The Real Estate Mortgage executed between respondent and PaBC to secure the former's principal obligation, as well as the provision in the Contract of Lease between respondent and Allied Bank with regard to the application of rent payment to the former's indebtedness, should subsist until full and final settlement of such obligation pursuant to the guidelines set forth in this Decision.  Thereafter, the parties are free to negotiate a renewal of either or both contracts, or to end any and all of their contractual relations.

WHEREFORE, the Petition is hereby DENIEDThe assailed Decision of the Court of Appeals is AFFIRMED with the following modifications:  Respondent Diaz Realty Inc. is ORDERED to pay Far East Bank and Trust Co. its principal loan obligation in the amount of P1,067,000, with interest thereon computed at 20 percent per annum until November 14, 1988, less any interest payments made to PaBC, petitioner's assignor.  Thereafter, interest shall be computed at 12 percent per annum until fully paid.


Melo, (Chairman), Vitug, Gonzaga-Reyes, and Sandoval-Gutierrez, JJ., concur.

[1] Rollo, pp. 26-68.

[2] Ibid., pp. 10-20.

[3] Third Division.  Penned by Justice Delilah Vidallon-Magtolis, with the concurrence of Justices Artemon D. Luna (Division chairman) and Rodrigo V. Cosico (member).

[4] CA Decision, p. 10; rollo, p. 19.

[5] Rollo, p. 85.

[6] The subject Interbank check, dated November 13, 1988, was received by petitioner bank on November 14, 1988.  See RTC Records, p. 219.

[7] Assailed Decision, pp. 2-4; rollo, pp. 11-13.

[8] Petitioner's Memorandum, pp. 21-22; rollo, pp. 188-189.

[9] This case was deemed submitted for resolution on February 10, 2000, upon receipt by the Court of the Memorandum for respondent.  Said Memorandum was signed by Atty.
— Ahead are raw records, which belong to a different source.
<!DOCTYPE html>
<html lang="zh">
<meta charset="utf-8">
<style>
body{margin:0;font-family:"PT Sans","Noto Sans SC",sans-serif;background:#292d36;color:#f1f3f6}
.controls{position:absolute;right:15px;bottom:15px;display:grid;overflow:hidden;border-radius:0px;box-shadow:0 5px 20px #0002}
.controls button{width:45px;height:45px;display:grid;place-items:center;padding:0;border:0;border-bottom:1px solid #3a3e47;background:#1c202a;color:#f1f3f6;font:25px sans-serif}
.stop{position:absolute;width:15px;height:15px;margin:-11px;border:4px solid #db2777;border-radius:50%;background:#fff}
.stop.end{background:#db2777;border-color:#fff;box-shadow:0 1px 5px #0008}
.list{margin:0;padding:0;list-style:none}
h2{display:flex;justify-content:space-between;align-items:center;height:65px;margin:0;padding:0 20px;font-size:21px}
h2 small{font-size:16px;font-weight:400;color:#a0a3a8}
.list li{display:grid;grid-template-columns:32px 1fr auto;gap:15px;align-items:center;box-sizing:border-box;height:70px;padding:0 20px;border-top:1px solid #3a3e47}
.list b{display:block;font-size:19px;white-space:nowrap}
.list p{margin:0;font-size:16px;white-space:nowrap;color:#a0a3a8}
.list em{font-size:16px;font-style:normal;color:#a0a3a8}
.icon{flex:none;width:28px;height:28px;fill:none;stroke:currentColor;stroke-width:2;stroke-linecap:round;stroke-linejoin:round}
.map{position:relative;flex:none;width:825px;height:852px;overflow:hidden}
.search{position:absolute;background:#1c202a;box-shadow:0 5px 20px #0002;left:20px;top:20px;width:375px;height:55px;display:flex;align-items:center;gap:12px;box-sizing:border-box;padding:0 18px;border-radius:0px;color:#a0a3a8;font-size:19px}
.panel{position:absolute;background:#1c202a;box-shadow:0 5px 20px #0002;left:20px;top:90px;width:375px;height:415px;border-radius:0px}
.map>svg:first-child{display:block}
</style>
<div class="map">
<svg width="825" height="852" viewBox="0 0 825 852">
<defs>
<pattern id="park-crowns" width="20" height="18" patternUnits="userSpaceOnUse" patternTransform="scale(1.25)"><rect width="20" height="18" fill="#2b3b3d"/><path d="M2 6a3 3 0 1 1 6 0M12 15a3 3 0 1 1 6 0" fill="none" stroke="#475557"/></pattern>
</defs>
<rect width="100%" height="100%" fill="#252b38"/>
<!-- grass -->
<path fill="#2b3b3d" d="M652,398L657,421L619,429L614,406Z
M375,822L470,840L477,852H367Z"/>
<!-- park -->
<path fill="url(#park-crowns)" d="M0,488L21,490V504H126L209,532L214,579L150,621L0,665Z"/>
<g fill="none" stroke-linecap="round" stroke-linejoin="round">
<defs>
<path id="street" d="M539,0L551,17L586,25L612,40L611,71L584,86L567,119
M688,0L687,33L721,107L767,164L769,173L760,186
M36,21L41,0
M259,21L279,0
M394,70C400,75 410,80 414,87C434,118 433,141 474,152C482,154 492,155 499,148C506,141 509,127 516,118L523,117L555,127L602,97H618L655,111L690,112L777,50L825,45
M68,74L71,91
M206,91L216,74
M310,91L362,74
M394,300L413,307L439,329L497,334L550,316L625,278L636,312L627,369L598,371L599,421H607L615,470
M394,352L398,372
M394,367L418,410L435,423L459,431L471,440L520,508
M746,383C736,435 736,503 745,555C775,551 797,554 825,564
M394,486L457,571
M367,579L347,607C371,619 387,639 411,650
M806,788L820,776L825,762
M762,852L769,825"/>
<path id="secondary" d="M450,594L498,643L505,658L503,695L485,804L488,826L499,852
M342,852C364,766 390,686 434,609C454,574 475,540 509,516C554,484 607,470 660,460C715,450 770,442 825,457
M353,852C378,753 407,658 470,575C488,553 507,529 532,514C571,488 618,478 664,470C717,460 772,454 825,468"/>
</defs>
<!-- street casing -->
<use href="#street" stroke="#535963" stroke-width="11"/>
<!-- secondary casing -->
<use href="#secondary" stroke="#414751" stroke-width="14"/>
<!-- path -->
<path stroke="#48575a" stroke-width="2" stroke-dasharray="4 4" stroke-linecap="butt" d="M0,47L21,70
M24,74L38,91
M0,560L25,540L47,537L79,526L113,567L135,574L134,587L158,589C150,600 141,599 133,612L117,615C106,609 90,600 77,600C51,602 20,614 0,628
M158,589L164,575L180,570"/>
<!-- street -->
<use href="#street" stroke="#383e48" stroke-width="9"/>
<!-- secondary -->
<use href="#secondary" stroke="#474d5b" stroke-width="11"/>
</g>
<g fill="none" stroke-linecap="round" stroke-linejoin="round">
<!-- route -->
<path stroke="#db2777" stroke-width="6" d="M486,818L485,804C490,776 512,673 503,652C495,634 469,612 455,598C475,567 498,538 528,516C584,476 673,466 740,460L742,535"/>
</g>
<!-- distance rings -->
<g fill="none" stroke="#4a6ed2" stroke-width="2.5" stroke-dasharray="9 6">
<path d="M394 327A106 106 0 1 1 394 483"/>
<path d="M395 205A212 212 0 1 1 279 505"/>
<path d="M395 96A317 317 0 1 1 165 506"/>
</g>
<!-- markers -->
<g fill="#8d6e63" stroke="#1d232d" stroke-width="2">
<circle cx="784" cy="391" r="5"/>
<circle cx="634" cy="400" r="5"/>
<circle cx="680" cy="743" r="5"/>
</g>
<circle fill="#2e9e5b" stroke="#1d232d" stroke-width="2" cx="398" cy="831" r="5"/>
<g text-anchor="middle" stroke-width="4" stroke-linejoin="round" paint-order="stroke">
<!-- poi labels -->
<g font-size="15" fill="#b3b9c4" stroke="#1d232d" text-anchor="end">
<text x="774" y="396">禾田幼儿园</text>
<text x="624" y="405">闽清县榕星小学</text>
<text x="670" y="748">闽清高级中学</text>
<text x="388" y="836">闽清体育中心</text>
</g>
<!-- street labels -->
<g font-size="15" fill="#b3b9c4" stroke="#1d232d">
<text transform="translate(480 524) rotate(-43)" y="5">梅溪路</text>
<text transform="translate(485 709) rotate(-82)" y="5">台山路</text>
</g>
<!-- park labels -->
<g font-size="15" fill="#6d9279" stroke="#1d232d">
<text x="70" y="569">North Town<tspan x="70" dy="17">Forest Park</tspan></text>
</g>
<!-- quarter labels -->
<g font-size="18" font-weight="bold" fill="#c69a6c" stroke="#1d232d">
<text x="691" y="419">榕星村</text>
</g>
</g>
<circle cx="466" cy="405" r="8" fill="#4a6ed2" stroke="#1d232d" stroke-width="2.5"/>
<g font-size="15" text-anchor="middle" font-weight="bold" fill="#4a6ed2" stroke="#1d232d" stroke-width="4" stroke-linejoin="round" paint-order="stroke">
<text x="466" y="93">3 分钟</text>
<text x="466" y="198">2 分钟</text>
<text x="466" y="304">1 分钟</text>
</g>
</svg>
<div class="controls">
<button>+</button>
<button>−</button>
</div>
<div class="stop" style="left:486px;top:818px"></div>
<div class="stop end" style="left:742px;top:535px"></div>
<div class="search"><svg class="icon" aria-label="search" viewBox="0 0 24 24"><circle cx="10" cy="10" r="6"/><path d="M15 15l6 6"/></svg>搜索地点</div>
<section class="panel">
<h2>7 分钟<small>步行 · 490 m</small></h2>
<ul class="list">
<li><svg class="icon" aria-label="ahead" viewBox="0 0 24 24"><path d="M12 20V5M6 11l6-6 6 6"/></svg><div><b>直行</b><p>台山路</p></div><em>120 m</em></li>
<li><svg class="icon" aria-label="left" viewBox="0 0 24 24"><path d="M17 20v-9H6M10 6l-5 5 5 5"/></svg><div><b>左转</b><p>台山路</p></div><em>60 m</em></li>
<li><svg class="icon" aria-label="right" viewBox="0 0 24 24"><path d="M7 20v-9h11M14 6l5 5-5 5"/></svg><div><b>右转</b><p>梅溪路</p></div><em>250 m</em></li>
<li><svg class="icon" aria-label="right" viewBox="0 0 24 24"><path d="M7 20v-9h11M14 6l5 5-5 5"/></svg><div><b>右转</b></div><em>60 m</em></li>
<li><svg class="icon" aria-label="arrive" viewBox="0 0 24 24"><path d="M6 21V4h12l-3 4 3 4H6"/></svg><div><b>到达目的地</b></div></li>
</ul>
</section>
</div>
Roberto T. Sencio.  Petitioner's Memorandum, submitted by Ponce Enrile Reyes & Manalastas, was received earlier on January 17, 2000.

[10] RTC Records, p. 219.

[11] Ibid., p. 268.

[12] Tibajia, Jr. v. Court of Appeals, 223 SCRA 163, June 4, 1993; Roman Catholic Bishop of Malolos, Inc. v. Intermediate Appellate Court, 191 SCRA 411, November 16, 1990.

[13] 191 SCRA 411, November 16, 1990, per Sarmiento, J.

[14] Ibid.

[15] Article 1256, Civil Code of the Philippines.  If the creditor to whom tender of payment has been made refuses without just cause to accept it, the debtor shall be released from responsibility by the consignation of the thing or sum due. Consignation alone shall produce the same effect in the following cases:

(1)  When the creditor is absent or unknown, or does not appear at the place of payment;

(2)  When he is incapacitated to receive the payment at the time it is due;

(3)  When, without just cause, he refuses to give a receipt;

(4)  When two or more persons claim the same right to collect;

(5)  When the title of the obligation has been lost.
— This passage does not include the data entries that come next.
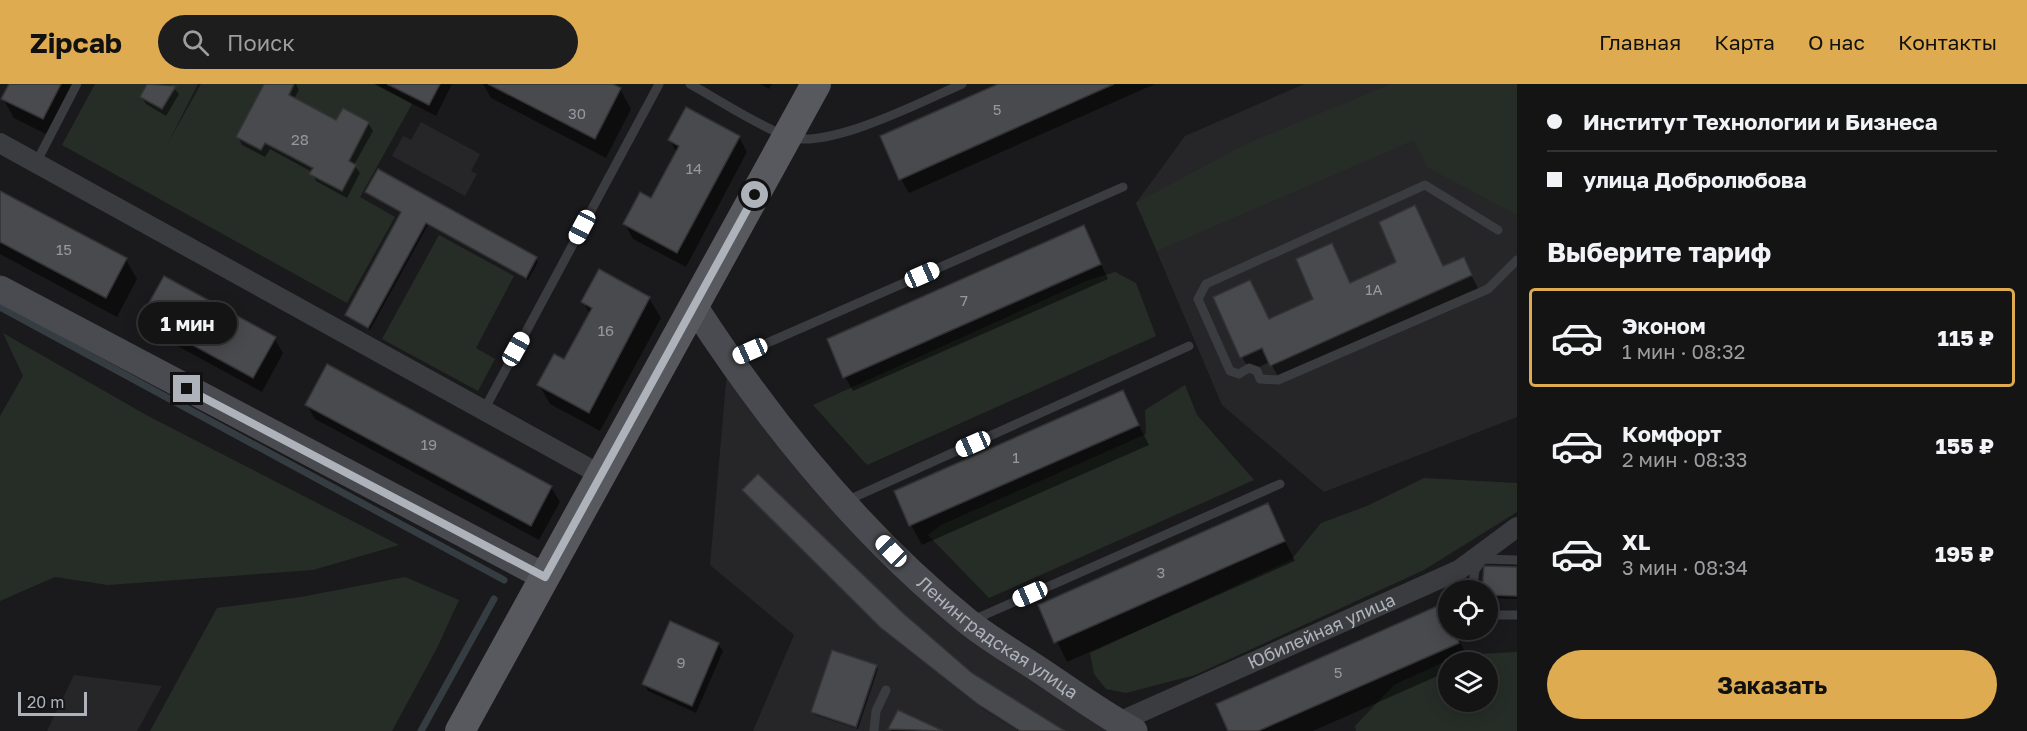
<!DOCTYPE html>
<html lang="ru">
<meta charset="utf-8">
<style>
:root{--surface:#141415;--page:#1d1d1e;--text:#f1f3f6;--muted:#9d9ea0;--line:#333334;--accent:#deab50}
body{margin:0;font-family:"Golos Text",sans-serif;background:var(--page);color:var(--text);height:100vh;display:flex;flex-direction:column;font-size:22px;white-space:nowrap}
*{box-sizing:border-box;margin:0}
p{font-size:20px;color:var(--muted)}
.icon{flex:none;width:33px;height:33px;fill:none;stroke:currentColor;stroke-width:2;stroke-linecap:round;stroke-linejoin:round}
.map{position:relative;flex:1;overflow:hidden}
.panel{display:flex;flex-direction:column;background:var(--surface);width:510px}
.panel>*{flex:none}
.hud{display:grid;align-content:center;height:132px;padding:0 30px;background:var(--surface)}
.controls{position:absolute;left:1438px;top:496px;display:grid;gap:12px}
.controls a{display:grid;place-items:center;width:60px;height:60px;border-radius:50%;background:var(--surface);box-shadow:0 3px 15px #0003,0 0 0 2px var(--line);font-size:30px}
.scale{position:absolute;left:18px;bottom:15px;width:69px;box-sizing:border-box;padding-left:6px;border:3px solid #aeb2ba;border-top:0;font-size:16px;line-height:21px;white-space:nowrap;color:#aeb2ba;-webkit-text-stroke:4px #151517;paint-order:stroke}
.end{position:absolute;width:27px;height:27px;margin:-14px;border:8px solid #aeb2ba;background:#111;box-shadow:0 0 0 3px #111}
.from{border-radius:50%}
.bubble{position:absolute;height:42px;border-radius:21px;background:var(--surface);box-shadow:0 3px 15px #0003,0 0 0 2px var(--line);font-size:20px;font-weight:700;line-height:42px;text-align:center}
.car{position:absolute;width:18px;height:36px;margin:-18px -9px;border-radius:8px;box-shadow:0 0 4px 2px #0007;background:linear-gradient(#fff 24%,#345 0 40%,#fff 0 76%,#345 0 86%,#fff 0)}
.hud b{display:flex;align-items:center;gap:21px;height:57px;font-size:22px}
.hud b+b{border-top:2px solid var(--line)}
.hud i{width:15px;height:15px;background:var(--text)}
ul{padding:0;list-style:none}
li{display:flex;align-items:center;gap:18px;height:99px;margin:0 12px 9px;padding:0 18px;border:3px solid transparent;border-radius:6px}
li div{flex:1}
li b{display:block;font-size:22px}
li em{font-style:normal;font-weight:700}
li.selected{border-color:var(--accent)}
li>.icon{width:54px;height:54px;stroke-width:1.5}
h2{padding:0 30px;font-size:27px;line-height:72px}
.cta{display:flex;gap:12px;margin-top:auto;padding:12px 30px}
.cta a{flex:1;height:69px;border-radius:36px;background:var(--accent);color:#111;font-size:24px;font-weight:700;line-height:69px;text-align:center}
header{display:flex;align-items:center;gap:36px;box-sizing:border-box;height:84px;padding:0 30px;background:var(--accent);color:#111}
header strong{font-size:28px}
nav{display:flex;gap:33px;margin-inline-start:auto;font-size:21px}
.search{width:420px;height:54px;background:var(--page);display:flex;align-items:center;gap:15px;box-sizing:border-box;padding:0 21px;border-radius:33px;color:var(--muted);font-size:22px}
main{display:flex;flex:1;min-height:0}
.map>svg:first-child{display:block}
.built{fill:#262629}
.green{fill:#262d27;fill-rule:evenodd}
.shadow{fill:#0007}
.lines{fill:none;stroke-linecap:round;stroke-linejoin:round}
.stream{stroke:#353d43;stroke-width:7}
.building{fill:#494a4e;stroke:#343437;stroke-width:1.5}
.lane{stroke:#3b3c40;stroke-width:9}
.street{stroke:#3b3c40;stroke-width:20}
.secondary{stroke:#4a4b50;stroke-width:27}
.primary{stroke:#58595f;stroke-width:30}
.route{stroke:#aeb2ba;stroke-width:8}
.labels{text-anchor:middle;stroke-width:4.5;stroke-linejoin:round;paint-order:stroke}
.number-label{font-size:15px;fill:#95989f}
.street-label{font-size:18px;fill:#aeb2ba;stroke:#151517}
</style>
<header>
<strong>Zipcab</strong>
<div class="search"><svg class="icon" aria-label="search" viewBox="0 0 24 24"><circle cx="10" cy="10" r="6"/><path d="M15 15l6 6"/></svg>Поиск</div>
<nav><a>Главная</a><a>Карта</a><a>О нас</a><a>Контакты</a></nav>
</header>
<main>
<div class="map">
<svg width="1517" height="647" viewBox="0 0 1517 647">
<rect width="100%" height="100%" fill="#1a1a1c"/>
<!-- built -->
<g class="built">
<polygon points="1304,0 1517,0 1517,333 1324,408 1222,321 1136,119 1185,52"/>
<polygon points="421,38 480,70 471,87 477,90 465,112 392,72 403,52 411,56"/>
<polygon points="728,276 968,538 1134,647 753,647 794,551 710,481"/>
<polygon points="74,591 162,602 137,647 47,647"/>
</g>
<!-- green -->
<g class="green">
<polygon points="95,0 198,0 168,59 201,0 376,0 412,20 360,113 395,133 347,219 62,61"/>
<polygon points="1391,0 1517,0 1517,131 1427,83 1414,56 1157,167 1136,119 1246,60"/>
<polygon points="439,151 514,192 476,264 495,275 478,307 382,255"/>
<polygon points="1115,188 1136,199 1156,252 867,381 813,321 1086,197"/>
<polygon points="3,249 148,332 399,461 313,486 108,501 55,493 0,517 0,332 23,292"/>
<polygon points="1185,301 1197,331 1254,396 989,514 928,451 941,441 1146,350 1145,326"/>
<polygon points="1424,394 1517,399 1517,428 1424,486 1195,591 1126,609 1106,605 1094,590 1090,569 1291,476 1321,439 1367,422"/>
<polygon points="405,493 459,516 437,564 392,647 150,647 217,524 301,513"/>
<path d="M1517 568V647H1356L1355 642 1394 601 1459 571ZM1449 579H1488V618H1449Z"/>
</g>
<!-- shadow -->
<g class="shadow">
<polygon points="11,0 82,0 54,54 14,34 3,15"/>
<polygon points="148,0 170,0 179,10 166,32 146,20 141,13"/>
<polygon points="266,0 296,0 299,6 294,15 337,38 368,39 373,47 354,81 360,89 347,114 316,97 312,88 270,65 265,73 242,61 238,53"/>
<polygon points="374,0 452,0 436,32"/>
<polygon points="483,0 609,0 620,5 631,25 606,74 491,14"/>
<polygon points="760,0 772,0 769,5"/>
<polygon points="1001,0 1155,0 909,109 901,95"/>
<polygon points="739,53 747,68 686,183 633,155 625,140 652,116 677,69 670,56"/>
<polygon points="0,108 126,176 137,195 117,233 0,170"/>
<polygon points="367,108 536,175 538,178 528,196 428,141 370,246 346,231 402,130"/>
<polygon points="1415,123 1444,183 1463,175 1479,206 1280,296 1270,278 1250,287 1242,273 1250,198 1269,237 1315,216 1331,161 1351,200 1398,179"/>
<polygon points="1084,143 1108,195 853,307 845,293"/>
<polygon points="649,214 661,234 600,347 550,320 539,301 565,277 590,230 583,218"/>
<polygon points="143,233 274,254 283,269 262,308 152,248"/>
<polygon points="1122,308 1149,361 922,461 911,441"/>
<polygon points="307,321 551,403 560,418 539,456 315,335"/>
<polygon points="746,410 902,530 971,590 1062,647 1018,647 983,625 885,548"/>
<polygon points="1267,421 1295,477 1067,578 1040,522"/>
<polygon points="1517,484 1517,515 1488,514 1488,507 1484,507"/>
<polygon points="1442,522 1449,535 1449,546 1455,546 1469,578 1449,579 1449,587 1313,647 1229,647"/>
<polygon points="718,560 723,567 696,629 648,607 644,600"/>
<polygon points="876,582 878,585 858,645 815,631 813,628"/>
<polygon points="899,628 939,647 891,647"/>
</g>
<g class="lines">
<!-- stream -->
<g class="stream">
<polyline points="0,223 504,496"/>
<polyline points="421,647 494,515"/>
</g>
</g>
<!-- building -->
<g class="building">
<polygon points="9,0 61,0 43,35 1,15"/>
<polygon points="147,0 176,2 162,25 140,13"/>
<polygon points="264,0 294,0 289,11 336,36 343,24 369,38 349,77 356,81 342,107 309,90 313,84 265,59 261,66 236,53"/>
<polygon points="387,0 440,0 429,21"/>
<polygon points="488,0 613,0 621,4 595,55"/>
<polygon points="998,0 1114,0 899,96 880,52"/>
<polygon points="686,23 740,52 677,169 623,140 640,108 651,114 679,62 668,56"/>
<polygon points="378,85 537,173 526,194 426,139 368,244 345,231 401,128 365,108"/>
<polygon points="0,107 127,174 106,214 0,158"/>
<polygon points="1415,121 1443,182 1464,173 1472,191 1270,282 1262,264 1240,274 1213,213 1250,196 1269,235 1313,215 1296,175 1332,159 1350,199 1396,178 1379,138"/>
<polygon points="1084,141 1101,180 843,294 827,255"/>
<polygon points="599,185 650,213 589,329 537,301 554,270 564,275 592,224 581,218"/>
<polygon points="164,192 276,253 253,294 141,233"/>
<polygon points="327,280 552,402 531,442 305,321"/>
<polygon points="1123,306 1139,341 909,442 894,407"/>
<polygon points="758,390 903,529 972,589 1065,647 1020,647 979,621 881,544 742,406"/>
<polygon points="1268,419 1285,457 1054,559 1038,521"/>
<polygon points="1484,482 1517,483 1517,512 1488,511 1488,507 1482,507"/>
<polygon points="1442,520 1449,536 1449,546 1454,546 1459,559 1258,647 1228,647 1216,620"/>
<polygon points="670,537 719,559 692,622 642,600"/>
<polygon points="832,566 877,581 856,643 811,628"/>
<polygon points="898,626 943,647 888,645"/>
</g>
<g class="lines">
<!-- lane -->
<g class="lane">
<path d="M690 0C721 17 753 39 786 52 825 68 923 17 962 0"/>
<polyline points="36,79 77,0"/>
<polyline points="1498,146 1425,101 1206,200 1198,215 1230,287 1239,290 1249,284 1257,287 1260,295 1278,296 1488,205 1517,176"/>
<polyline points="733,274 1123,103"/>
<polyline points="484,326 659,0"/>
<polyline points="846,417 1189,262"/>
<polyline points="1472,507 1475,486 1483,475 1517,476"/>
<polyline points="1488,531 1517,531"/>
<polyline points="973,536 1280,400"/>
<polyline points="874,647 876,627 886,606"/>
</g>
<!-- street -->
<g class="street">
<polyline points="0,59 601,391"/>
<path id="s1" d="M1119 638 1459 486 1517 443"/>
</g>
<!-- secondary -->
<g class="secondary">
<polyline points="0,205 545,493"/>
<path id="s2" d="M694 222C769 338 860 450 967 537 988 554 1012 568 1035 583 1067 604 1099 628 1134 647"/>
</g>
<!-- primary -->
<polyline class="primary" points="460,647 816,0"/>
</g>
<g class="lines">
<!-- route -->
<polyline class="route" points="187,305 545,493 755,111"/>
</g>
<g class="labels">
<!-- number labels -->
<g class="number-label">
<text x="997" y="31">5</text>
<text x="577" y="35">30</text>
<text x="300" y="61">28</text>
<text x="694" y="90">14</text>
<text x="64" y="171">15</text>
<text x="1374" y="211">1А</text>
<text x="964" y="222">7</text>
<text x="606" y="252">16</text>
<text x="429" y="366">19</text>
<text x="1016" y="379">1</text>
<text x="1161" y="494">3</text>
<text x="681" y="584">9</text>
<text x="1338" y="594">5</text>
</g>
<!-- street labels -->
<g class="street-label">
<text dy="6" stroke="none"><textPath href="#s1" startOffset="222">Юбилейная улица</textPath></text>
<text dy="6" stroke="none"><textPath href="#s2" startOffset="453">Ленинградская улица</textPath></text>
</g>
</g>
</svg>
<div class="controls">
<a><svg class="icon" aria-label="locate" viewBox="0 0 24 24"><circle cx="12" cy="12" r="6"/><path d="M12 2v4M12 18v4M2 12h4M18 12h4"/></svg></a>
<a><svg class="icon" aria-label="layers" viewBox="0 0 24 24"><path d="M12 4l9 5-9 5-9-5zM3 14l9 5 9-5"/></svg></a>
</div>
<div class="scale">20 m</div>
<i class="end from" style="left:755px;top:111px"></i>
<i class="end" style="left:187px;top:305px"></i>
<div class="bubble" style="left:138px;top:218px;width:99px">1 мин</div>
<i class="car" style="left:582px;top:143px;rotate:208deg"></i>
<i class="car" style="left:922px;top:191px;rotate:66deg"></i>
<i class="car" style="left:516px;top:265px;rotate:29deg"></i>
<i class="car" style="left:750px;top:267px;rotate:246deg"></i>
<i class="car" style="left:973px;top:360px;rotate:246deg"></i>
<i class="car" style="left:891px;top:467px;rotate:316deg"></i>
<i class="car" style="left:1030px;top:510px;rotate:246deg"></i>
</div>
<section class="panel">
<div class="hud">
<b><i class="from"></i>Институт Технологии и Бизнеса</b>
<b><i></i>улица Добролюбова</b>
</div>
<h2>Выберите тариф</h2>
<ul>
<li class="selected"><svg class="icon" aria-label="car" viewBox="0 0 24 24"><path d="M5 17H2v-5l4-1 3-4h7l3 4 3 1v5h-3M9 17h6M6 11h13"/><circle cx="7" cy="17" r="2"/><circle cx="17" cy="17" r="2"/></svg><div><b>Эконом</b><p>1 мин · 08:32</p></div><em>115 ₽</em></li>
<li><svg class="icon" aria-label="car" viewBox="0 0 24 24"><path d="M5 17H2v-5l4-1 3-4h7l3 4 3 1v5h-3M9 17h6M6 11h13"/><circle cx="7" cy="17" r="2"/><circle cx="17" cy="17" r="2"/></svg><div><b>Комфорт</b><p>2 мин · 08:33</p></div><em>155 ₽</em></li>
<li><svg class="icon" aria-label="car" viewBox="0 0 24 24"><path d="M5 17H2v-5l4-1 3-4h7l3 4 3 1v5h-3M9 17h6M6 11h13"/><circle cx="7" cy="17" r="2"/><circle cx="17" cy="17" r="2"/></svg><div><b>XL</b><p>3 мин · 08:34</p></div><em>195 ₽</em></li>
</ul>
<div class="cta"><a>Заказать</a></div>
</section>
</main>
[16] Tolentino, Civil Code of the Philippines, Book V, p. 188. See Casabuena v. Court of Appeals, 286 SCRA 594, February 27, 1998; Rodriguez v. Court of Appeals, 207 SCRA 553, March 25, 1992; Nyco Sales Corporation  v. BA Finance Corporation, 200 SCRA 637, August 16, 1991.

[17] RTC Records, p. 24.

[18] The records reflect that even though respondent corporation's account was purchased in December 1986, the defunct PaBC continued collecting interest and penalty charges on such account until July 8, 1988.  Thus, in the computation of the sum owed to petitioner, this matter should be taken into consideration.